[Excerpts from a dataset]
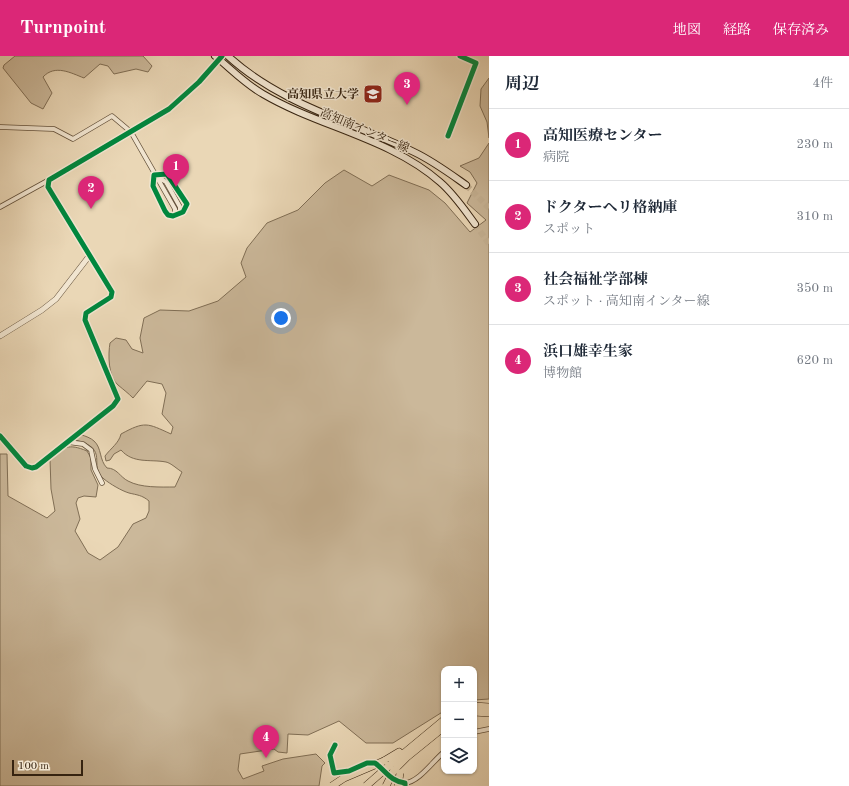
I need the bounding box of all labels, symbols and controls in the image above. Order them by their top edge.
text: Turnpoint [20,19,106,38]
text: 地図 [673,23,701,37]
text: 経路 [723,23,751,37]
text: 保存済み [773,23,829,37]
pin: 3 [394,72,420,105]
text: 周辺 [505,76,539,93]
text: 4件 [812,77,833,90]
school or university icon: 高知県立大学 [362,83,384,105]
place label: 高知県立大学 [287,87,359,101]
street label: 高知南インター線 [318,105,412,155]
text: 高知医療センター [543,129,662,144]
text: 1 [514,138,522,151]
text: 230 m [796,138,833,151]
text: 病院 [543,151,569,164]
pin: 1 [163,154,189,187]
pin: 2 [78,176,104,209]
text: ドクターヘリ格納庫 [543,201,677,216]
text: 2 [514,210,522,223]
text: 310 m [796,210,833,223]
text: スポット [543,223,595,236]
text: 社会福祉学部棟 [543,273,648,288]
text: 3 [514,282,522,295]
text: 350 m [796,282,833,295]
text: スポット · 高知南インター線 [543,295,709,308]
your location [271,308,291,328]
text: 浜口雄幸生家 [543,345,633,360]
text: 4 [514,354,522,367]
text: 620 m [796,354,833,367]
text: 博物館 [543,367,582,380]
map controls [441,666,477,774]
button: + [441,666,477,702]
button: − [441,702,477,738]
pin: 4 [253,725,279,758]
button: layers [441,738,477,774]
scale bar [12,758,83,777]
text: 100 m [18,761,49,772]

▸ **Task instructions**:
Set down the data again, exactly, without images.

▸ **Your response**:
I need the bounding box of all labels, symbols and controls in the image above. Order them by their top edge.
text: Turnpoint [20,19,106,38]
text: 地図 [673,23,701,37]
text: 経路 [723,23,751,37]
text: 保存済み [773,23,829,37]
pin: 3 [394,72,420,105]
text: 周辺 [505,76,539,93]
text: 4件 [812,77,833,90]
school or university icon: 高知県立大学 [362,83,384,105]
place label: 高知県立大学 [287,87,359,101]
street label: 高知南インター線 [318,105,412,155]
text: 高知医療センター [543,129,662,144]
text: 1 [514,138,522,151]
text: 230 m [796,138,833,151]
text: 病院 [543,151,569,164]
pin: 1 [163,154,189,187]
pin: 2 [78,176,104,209]
text: ドクターヘリ格納庫 [543,201,677,216]
text: 2 [514,210,522,223]
text: 310 m [796,210,833,223]
text: スポット [543,223,595,236]
text: 社会福祉学部棟 [543,273,648,288]
text: 3 [514,282,522,295]
text: 350 m [796,282,833,295]
text: スポット · 高知南インター線 [543,295,709,308]
your location [271,308,291,328]
text: 浜口雄幸生家 [543,345,633,360]
text: 4 [514,354,522,367]
text: 620 m [796,354,833,367]
text: 博物館 [543,367,582,380]
map controls [441,666,477,774]
button: + [441,666,477,702]
button: − [441,702,477,738]
pin: 4 [253,725,279,758]
button: layers [441,738,477,774]
scale bar [12,758,83,777]
text: 100 m [18,761,49,772]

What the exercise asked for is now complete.